There have been changes that improve efficiency and speed regarding product mixing, pelleting and packaging, he said. Ongoing automation efforts also are providing quality returns and an additional safeguard for products and employees.

“Another thing that we have done is actually gone through and automated all of our standard operating procedures from scheduling to sequencing and flushing to once again help honest people not make honest mistakes,”​ he said. 

“We’ve taken all of our SOPs and in essence digitized them and plugged them into the operating systems so someone is not allowed to schedule feed improperly – they cannot choose to schedule one type of feed after another that they shouldn’t be, so it gives a very nice double check to ensure that we are taking every opportunity to ensure the quality of our products.”

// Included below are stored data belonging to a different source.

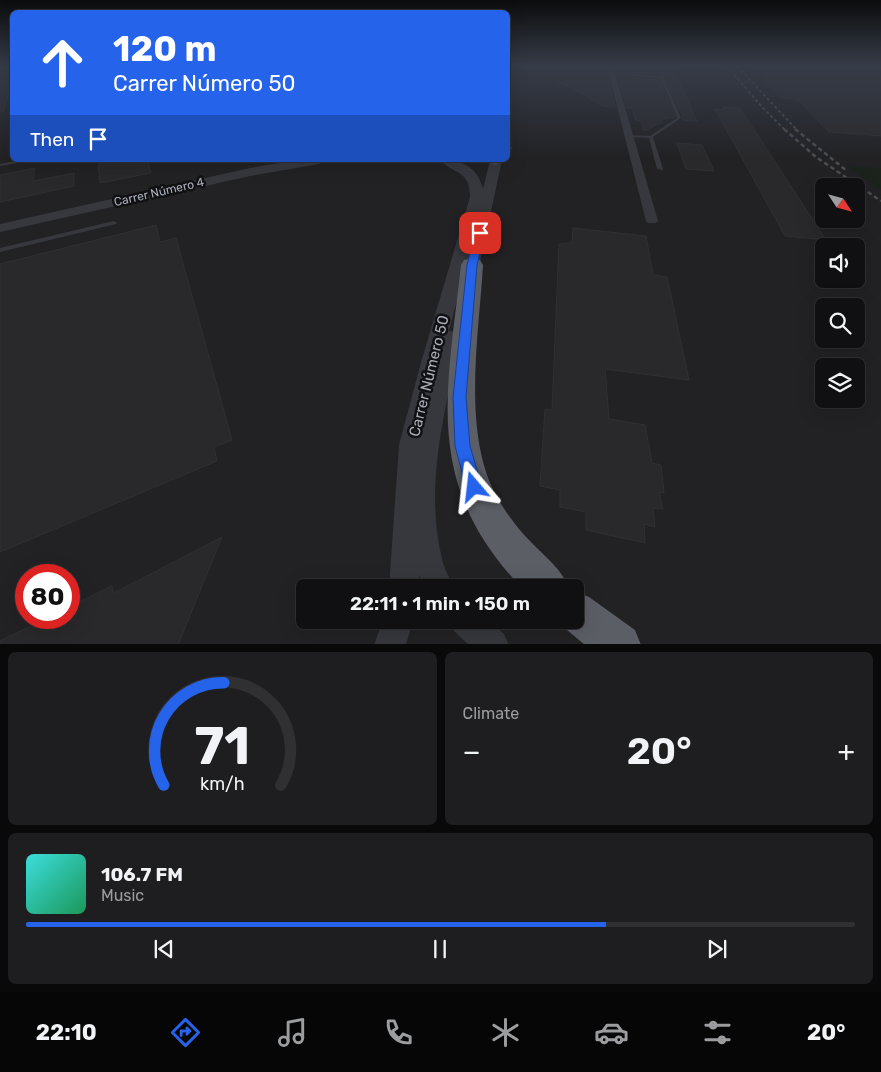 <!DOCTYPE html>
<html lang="en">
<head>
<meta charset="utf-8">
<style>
  body { margin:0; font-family:Rubik,sans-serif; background:#1e1e20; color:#f1f3f6; height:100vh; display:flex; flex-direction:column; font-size:19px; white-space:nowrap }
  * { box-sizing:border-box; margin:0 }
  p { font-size:16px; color:#9c9d9f }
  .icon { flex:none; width:28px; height:28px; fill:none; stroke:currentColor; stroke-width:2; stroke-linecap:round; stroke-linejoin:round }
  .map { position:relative; height:644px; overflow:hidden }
  .side { display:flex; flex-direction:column; gap:8px; padding:8px; background:#09090a; flex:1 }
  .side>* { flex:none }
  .hud { position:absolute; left:10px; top:10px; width:500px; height:152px; border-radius:8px; box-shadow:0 5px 20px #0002,0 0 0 1px #303032; background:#2563eb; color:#fff; overflow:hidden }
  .needle { width:32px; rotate:126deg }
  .fabs { position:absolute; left:815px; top:178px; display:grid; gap:10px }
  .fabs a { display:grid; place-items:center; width:50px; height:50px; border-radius:8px; background:#101012; box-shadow:0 5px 20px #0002,0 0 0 1px #303032; font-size:25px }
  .speed { position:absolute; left:15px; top:564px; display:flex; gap:10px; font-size:25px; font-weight:700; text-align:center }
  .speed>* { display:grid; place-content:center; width:65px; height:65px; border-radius:50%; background:#101012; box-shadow:0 5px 20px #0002,0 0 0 1px #303032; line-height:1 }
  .speed .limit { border:8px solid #d22; background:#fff; color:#111 }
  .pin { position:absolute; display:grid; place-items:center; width:42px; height:42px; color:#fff; margin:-21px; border-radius:10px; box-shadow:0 2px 8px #0006 }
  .me { position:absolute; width:55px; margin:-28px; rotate:343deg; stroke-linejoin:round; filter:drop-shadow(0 0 4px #0008) }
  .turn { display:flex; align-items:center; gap:18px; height:105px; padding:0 20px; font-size:22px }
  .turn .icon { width:65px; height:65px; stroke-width:2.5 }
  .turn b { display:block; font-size:35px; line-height:42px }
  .then { display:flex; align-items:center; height:48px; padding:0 20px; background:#0003; gap:10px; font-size:19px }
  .big { font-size:38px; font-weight:600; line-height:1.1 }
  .side .card { flex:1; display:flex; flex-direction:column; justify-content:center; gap:8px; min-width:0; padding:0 18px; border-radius:8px; background:#1e1e20 }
  .side .dial { align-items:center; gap:0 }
  .dial svg { height:130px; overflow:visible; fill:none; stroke:#303032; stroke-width:7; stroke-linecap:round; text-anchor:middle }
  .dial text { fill:#f1f3f6; stroke:none }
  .song { display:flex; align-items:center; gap:15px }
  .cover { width:60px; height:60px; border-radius:8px; background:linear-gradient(135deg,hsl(180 70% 55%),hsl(150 70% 35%)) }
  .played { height:5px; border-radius:2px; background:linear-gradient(90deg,#2563eb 70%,#303032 70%) }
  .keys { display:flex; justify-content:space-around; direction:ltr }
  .heat { display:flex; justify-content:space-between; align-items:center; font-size:28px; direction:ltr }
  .side .tiles { flex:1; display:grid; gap:8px; grid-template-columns:1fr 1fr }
  .card:last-child { grid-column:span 2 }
  .trip { position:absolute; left:296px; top:579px; width:288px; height:50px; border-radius:8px; background:#101012; box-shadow:0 5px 20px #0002,0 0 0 1px #303032; font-weight:600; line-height:50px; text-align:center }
  .dock { display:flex; height:80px; justify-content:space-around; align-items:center; background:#060607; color:#9c9d9f }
  .dock .icon { width:35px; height:35px }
  .dock .current { color:#2563eb }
  .dock b { font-size:22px; color:#f1f3f6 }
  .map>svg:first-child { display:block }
  .built { fill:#222225; fill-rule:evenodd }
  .green { fill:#1c231d }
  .building { fill:#29292c; stroke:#303034 }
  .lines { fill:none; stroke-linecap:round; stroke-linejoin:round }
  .path-far1 { stroke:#3d3f44; stroke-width:1; stroke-dasharray:1 2; stroke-linecap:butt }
  .path { stroke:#3d3f44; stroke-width:2; stroke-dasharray:2 2.5; stroke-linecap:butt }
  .service { fill:#37383d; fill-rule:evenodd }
  .minor { fill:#37383d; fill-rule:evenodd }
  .tertiary { fill:#37383d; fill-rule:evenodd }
  .secondary { fill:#45474d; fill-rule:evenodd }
  .trunk { fill:#5b5e65; fill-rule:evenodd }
  .rail-far1 { stroke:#4a4c52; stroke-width:2; stroke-dasharray:3 2.5; stroke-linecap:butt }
  .rail { stroke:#4a4c52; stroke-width:2.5; stroke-dasharray:4.5 3; stroke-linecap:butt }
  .route { fill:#2563eb; stroke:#184099 }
  .labels { text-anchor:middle; stroke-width:5; stroke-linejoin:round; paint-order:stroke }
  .far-street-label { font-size:12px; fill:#a8adb8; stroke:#111113 }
  .street-label { font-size:15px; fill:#a8adb8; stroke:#111113 }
</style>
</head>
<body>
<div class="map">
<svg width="881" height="645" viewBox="0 0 881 645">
  <rect width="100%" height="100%" fill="#161618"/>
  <path class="built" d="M0,66H12V160H508V66H881V644L0,645ZM824,186H856V219H824ZM824,246H856V279H824ZM824,306H856V339H824ZM824,366H856V399H824ZM26,575H69V618H26ZM305,588H575V620H305Z"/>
  <path class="green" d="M846,166L881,168V190Z"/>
  <path class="building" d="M0,66H12V79L4,111H0Z
    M522,66H561L593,75L592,66H605L615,107L602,106L575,89Z
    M615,66H672L697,121L682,120L683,117L663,74L627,72L624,75L626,78L660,80L675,117L660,119L662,122L644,131L641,121H636L632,108H627Z
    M753,66H881V136L829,132L797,99L781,98Z
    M723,107L740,108L826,240L785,236L715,109L725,110Z
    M677,143L702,145L714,171L686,169Z
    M118,160H147L151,173L100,183L98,164Z
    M35,168L33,181L74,173V186L0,202V175Z
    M156,225L160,242L176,238L232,440L214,447L217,461L0,552V264Z
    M573,228L646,236L653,275L667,277L689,380L605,369L609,419L645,425L652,463L661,465L664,493L659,492L663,509L653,508L655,527L644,524L645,543L586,530V512L560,507V490L540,486L545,409L552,410L559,244L572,243Z
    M222,537L178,645H0V641L47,618H69V607L112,586L114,593Z"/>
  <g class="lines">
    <path class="path-far1" d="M508,123L509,130"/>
    <path class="path" d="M509,129L511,151
      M330,162L351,160"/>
    <path class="service" d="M627,74L663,76L681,118L653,137L663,169L662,170L657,169L649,138L629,137L627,136L629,135L650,136L677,118L661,78L626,76Z
      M20,160H31L29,161L0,166V164Z
      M114,221L117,223L116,224L0,252V248Z"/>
    <path class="minor" d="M607,66H613L658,221L656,223H648L646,221Z"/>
    <path class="tertiary" d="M298,160H325L319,164L250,176L0,232V224L250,168Z
      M440,160C462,160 477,166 483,189L490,160H502L476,281L473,285H461L449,331L458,332L461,337C445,408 424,487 442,559C444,569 450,578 454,588H424L419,575V588H389L399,445L422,359L470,197C470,169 454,175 440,160Z
      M383,620H413L406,645H374Z
      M450,620H488L504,634L509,645H469L454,631Z"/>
    <path class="secondary" d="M490,160H504L496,165L491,164Z"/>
    <path class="trunk" d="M472,258L480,260L483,265C479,336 461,435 498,499C507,514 518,529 530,541C545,557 561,568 569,588H522C422,484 447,393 461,265L464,260Z
      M575,591L589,597L635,630L641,645H585L561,625L558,620H575Z"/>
    <path class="rail-far1" d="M727,66L762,107L785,130
      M737,66L797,130"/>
    <path class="rail" d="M784,129L816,157L881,201
      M795,129L847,171"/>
  </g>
  <linearGradient id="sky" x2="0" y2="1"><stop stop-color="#0c0c0d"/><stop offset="0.42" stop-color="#363c48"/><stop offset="1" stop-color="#363c48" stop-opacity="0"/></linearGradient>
  <rect width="881" height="157" fill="url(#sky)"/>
  <path class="route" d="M480,230L485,233L477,265L466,397L470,446L482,487L480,492L474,494L469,492L466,487L455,446L453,397L467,265L475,233Z"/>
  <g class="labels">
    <g class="far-street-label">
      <text transform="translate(159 192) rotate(-13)" y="4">Carrer Número 4</text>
    </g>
    <g class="street-label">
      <text transform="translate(429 376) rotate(-76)" y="5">Carrer Número 50</text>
    </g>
  </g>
</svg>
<div class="fabs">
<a><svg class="needle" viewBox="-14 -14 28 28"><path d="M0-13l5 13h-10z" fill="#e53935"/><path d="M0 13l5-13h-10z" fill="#9c9d9f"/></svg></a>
<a><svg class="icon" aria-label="sound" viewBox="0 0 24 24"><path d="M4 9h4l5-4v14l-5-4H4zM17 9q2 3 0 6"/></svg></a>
<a><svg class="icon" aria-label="search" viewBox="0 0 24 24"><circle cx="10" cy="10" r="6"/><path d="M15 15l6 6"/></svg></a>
<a><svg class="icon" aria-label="layers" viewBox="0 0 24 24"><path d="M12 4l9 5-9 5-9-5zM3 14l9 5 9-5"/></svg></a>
</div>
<div class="speed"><div class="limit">80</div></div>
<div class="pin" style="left:480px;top:233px;background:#d93025"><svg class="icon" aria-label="arrive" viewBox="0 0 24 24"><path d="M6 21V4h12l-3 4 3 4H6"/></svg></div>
<svg class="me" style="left:474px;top:487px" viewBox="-20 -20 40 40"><path d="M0-17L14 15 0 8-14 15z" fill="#2563eb" stroke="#fff" stroke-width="4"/></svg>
<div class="trip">22:11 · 1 min · 150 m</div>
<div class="hud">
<div class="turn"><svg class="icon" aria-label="ahead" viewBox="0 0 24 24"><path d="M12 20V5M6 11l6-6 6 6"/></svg><div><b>120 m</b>Carrer Número 50</div></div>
<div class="then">Then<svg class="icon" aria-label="arrive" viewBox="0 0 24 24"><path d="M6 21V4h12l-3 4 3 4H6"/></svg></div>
</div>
</div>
<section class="side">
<div class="tiles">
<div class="card dial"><svg viewBox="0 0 100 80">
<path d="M14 69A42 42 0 1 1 86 69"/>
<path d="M14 69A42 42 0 0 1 51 6" stroke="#2563eb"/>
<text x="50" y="56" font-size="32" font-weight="700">71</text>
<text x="50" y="72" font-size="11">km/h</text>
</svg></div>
<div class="card"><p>Climate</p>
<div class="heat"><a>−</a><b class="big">20°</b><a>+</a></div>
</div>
<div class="card">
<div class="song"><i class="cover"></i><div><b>106.7 FM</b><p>Music</p></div></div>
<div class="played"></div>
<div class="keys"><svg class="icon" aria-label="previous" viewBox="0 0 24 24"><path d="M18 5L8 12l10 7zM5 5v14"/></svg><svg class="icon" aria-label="pause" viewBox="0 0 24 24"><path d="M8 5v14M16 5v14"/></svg><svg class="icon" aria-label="next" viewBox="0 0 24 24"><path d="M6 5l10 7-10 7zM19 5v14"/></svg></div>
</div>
</div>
</section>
<nav class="dock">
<b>22:10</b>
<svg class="icon current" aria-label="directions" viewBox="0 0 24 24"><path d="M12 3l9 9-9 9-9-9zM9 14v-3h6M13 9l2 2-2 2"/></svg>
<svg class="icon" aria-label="music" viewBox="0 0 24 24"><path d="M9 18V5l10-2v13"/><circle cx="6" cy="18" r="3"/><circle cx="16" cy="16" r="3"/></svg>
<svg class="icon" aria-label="phone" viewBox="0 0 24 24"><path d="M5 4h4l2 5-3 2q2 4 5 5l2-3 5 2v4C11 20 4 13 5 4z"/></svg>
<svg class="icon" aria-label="climate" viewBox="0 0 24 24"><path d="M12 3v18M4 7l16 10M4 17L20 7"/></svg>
<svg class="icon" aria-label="car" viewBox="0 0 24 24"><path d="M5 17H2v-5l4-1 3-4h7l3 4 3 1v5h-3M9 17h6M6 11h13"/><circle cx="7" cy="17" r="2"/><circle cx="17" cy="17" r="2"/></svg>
<svg class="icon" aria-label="filters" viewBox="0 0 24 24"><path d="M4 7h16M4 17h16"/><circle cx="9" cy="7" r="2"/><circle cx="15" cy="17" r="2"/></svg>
<b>20°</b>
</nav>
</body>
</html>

The additional automation also means that there some safety parameters for employees can be improved as less manual labor is needed, he said.

“In addition to that, we’re doing a number of projects that really center around flexibility for our customers,”​ said Gauss. “The usage of unique ingredients continues to expand, and as much as, from an operations standpoint, I’d like to use fewer ingredients, that’s not what the nutritionist or our customers are demanding.”

“Having flexibility around those ingredients, having capability to handle ingredients in multiple forms and in multiples types of packaging is critical for us,” ​he said. “We’ve been doing multiple projects to address some of those topics as well.”

Remaining industry challenges

However, there is still work to be done looking at the use of technology in feed production, said Gauss. Any advancement that could be made to the flushing and carryover process would be supported.

“From a quality and an FSMA standpoint, anything that equipment companies can do to reduce carryover, residue those type of things is very beneficial for us,” ​he said. “We do sequencing and flushing studies and then set the size of our flushing to ensure that we have no residual carryover – if we could reduce those that [would be] really beneficial.”

There has been improvement made in that area, but more room remains, he said. “Truly it’s the cleanout is the number one thing that equipment companies could work on,”​ he added.